### TASK GOAL
This exercise calls for copying every line below that holds the word "overflow".
______________________________
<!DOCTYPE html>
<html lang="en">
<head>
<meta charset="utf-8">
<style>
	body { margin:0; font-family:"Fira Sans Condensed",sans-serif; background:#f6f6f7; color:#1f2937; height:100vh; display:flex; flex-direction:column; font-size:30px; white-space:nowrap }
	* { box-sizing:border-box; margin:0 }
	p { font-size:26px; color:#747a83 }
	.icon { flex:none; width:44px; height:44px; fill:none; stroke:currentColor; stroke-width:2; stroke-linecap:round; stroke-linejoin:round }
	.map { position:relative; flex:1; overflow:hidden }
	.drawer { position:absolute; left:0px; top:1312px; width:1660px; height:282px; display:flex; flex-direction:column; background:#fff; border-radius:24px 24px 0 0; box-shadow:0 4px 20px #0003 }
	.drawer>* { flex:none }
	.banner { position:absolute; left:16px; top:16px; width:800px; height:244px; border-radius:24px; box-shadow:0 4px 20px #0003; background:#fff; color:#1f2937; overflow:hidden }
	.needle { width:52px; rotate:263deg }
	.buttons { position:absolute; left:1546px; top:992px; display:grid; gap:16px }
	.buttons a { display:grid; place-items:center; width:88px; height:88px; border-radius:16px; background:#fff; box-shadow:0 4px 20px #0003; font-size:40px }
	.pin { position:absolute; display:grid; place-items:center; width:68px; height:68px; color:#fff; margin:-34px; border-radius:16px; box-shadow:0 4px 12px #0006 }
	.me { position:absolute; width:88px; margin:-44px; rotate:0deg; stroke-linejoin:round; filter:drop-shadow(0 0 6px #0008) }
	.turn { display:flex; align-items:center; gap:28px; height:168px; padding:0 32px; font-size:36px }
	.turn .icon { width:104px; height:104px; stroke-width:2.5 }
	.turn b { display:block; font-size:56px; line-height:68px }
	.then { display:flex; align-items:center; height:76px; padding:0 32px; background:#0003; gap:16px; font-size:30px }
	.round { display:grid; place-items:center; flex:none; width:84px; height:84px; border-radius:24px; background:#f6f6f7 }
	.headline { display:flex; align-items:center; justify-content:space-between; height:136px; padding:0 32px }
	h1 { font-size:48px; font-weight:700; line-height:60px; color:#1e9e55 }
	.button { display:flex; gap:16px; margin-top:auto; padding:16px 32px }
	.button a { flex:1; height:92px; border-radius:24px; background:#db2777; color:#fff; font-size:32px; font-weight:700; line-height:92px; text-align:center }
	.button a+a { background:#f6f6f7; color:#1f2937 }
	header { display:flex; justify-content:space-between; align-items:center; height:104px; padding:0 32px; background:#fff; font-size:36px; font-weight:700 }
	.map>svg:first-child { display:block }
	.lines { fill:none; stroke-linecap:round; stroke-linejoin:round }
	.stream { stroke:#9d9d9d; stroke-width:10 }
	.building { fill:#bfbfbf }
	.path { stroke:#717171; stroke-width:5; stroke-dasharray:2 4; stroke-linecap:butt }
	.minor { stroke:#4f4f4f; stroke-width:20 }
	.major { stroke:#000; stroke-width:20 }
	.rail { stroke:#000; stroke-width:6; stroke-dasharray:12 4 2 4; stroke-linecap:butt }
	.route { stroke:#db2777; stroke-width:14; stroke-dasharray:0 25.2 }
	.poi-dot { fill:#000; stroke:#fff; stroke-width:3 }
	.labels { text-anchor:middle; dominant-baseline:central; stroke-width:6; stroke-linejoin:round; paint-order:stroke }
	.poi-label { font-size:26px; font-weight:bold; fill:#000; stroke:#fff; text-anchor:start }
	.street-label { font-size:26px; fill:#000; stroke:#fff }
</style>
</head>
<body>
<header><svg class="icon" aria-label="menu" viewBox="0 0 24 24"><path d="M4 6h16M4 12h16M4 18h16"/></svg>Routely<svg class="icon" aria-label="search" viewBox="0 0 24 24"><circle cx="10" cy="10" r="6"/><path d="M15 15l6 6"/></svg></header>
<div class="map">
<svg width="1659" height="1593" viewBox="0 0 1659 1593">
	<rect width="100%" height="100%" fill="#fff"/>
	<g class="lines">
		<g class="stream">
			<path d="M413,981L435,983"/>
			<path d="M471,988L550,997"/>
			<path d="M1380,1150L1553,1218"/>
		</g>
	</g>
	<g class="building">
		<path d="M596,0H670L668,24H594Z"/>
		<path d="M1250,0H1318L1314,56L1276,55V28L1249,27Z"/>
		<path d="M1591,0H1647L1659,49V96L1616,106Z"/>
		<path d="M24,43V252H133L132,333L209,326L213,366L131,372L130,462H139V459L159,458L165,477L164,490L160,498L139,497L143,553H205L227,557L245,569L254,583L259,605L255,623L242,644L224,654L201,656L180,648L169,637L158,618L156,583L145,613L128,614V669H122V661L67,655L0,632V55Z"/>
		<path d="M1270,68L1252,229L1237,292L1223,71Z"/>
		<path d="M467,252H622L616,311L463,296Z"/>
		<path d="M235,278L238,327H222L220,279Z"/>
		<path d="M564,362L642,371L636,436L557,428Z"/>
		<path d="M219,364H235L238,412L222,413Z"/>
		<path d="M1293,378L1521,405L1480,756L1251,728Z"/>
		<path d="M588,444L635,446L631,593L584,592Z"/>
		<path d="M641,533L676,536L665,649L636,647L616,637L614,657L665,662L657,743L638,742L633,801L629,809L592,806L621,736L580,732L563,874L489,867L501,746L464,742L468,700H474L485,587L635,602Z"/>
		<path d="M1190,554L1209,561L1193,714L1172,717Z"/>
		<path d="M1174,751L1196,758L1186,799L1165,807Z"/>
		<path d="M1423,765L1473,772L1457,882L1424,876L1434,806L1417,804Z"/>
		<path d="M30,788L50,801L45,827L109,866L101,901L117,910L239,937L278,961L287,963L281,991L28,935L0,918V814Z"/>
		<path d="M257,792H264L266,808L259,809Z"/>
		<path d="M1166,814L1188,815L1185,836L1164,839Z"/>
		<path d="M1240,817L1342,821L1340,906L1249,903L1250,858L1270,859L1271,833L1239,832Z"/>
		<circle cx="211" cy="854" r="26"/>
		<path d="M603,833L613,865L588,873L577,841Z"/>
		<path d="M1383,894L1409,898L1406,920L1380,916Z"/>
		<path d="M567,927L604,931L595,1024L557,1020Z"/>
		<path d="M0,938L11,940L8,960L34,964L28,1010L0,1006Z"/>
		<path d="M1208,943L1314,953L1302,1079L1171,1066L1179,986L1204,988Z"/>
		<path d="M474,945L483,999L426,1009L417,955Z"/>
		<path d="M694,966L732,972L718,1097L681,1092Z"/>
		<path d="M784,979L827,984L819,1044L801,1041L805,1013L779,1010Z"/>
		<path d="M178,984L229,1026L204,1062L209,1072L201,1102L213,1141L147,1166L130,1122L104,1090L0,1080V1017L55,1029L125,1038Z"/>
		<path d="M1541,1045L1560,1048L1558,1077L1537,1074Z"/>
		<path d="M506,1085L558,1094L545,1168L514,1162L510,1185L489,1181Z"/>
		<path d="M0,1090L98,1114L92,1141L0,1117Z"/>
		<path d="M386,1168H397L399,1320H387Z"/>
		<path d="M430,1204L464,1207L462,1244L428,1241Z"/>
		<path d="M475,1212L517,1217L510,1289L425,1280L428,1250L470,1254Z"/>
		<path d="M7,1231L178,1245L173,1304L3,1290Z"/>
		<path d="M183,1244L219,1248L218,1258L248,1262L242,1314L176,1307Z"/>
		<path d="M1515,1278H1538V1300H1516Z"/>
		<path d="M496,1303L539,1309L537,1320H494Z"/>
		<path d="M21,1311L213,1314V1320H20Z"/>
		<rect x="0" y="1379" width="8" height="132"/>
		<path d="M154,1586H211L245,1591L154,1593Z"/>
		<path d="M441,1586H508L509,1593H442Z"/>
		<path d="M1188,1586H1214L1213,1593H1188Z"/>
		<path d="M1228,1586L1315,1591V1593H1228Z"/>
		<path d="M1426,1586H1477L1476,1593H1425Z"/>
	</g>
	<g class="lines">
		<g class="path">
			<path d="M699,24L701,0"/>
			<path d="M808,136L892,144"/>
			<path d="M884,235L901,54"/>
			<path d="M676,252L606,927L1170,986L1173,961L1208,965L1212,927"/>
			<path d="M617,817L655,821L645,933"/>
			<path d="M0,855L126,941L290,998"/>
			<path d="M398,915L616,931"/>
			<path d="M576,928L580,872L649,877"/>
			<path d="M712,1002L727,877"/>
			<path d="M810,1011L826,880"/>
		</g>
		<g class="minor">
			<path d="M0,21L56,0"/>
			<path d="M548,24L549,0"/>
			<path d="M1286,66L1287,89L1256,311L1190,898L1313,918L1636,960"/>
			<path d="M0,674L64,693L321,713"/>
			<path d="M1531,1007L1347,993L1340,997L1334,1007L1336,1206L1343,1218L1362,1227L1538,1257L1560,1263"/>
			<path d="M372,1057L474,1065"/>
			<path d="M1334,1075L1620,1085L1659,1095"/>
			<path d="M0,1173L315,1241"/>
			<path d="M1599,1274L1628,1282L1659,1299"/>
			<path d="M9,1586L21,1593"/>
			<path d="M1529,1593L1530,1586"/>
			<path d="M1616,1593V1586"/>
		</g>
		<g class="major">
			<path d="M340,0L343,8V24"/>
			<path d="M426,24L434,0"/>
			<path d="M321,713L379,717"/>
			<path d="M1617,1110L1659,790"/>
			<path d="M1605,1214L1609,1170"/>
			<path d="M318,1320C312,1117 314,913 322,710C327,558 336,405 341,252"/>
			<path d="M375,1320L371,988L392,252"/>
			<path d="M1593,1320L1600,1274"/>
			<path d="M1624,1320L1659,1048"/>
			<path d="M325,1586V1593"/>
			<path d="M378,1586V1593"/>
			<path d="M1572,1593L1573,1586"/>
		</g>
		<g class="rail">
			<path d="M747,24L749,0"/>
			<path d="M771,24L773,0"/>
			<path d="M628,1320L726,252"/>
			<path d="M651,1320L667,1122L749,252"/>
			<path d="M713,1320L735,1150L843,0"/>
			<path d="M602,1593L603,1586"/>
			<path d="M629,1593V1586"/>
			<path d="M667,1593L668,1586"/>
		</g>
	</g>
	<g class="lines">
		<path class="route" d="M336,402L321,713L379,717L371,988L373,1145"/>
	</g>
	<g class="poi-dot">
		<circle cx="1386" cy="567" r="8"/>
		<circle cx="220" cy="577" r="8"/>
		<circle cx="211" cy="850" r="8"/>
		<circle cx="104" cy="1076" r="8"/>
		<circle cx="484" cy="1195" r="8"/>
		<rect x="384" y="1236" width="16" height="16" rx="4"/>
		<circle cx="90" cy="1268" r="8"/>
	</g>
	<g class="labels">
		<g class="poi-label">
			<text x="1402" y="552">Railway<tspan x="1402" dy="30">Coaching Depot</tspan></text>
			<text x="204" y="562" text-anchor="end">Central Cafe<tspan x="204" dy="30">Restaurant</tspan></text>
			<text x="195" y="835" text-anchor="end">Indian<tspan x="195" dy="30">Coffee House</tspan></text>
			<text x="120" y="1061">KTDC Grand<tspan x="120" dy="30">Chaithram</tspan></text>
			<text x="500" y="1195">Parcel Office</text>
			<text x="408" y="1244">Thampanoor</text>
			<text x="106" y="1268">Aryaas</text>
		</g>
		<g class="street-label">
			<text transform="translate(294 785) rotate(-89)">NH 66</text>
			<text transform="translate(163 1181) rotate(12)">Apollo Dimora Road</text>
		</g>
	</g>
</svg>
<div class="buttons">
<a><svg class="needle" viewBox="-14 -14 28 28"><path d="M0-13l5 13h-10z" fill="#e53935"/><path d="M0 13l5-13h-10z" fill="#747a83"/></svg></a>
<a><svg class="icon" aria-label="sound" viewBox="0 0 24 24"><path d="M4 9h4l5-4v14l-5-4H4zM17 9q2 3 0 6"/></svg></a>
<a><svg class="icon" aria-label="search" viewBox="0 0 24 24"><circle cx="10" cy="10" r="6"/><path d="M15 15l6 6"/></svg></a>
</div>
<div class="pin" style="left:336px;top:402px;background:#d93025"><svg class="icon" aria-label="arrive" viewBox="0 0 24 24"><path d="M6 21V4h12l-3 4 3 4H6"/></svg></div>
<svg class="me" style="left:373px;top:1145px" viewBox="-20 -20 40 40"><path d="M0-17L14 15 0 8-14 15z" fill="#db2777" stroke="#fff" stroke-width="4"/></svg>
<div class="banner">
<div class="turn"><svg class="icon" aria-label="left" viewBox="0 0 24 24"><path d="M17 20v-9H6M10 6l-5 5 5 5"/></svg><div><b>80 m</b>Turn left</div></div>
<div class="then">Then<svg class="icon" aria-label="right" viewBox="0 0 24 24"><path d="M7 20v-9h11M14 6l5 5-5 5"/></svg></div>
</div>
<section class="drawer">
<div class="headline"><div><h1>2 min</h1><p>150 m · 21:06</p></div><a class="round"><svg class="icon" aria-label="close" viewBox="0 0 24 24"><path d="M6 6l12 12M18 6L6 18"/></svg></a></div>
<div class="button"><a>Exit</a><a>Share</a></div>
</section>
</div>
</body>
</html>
______________________________
### SOLUTION TO THIS EXERCISE
	.map { position:relative; flex:1; overflow:hidden }
	.banner { position:absolute; left:16px; top:16px; width:800px; height:244px; border-radius:24px; box-shadow:0 4px 20px #0003; background:#fff; color:#1f2937; overflow:hidden }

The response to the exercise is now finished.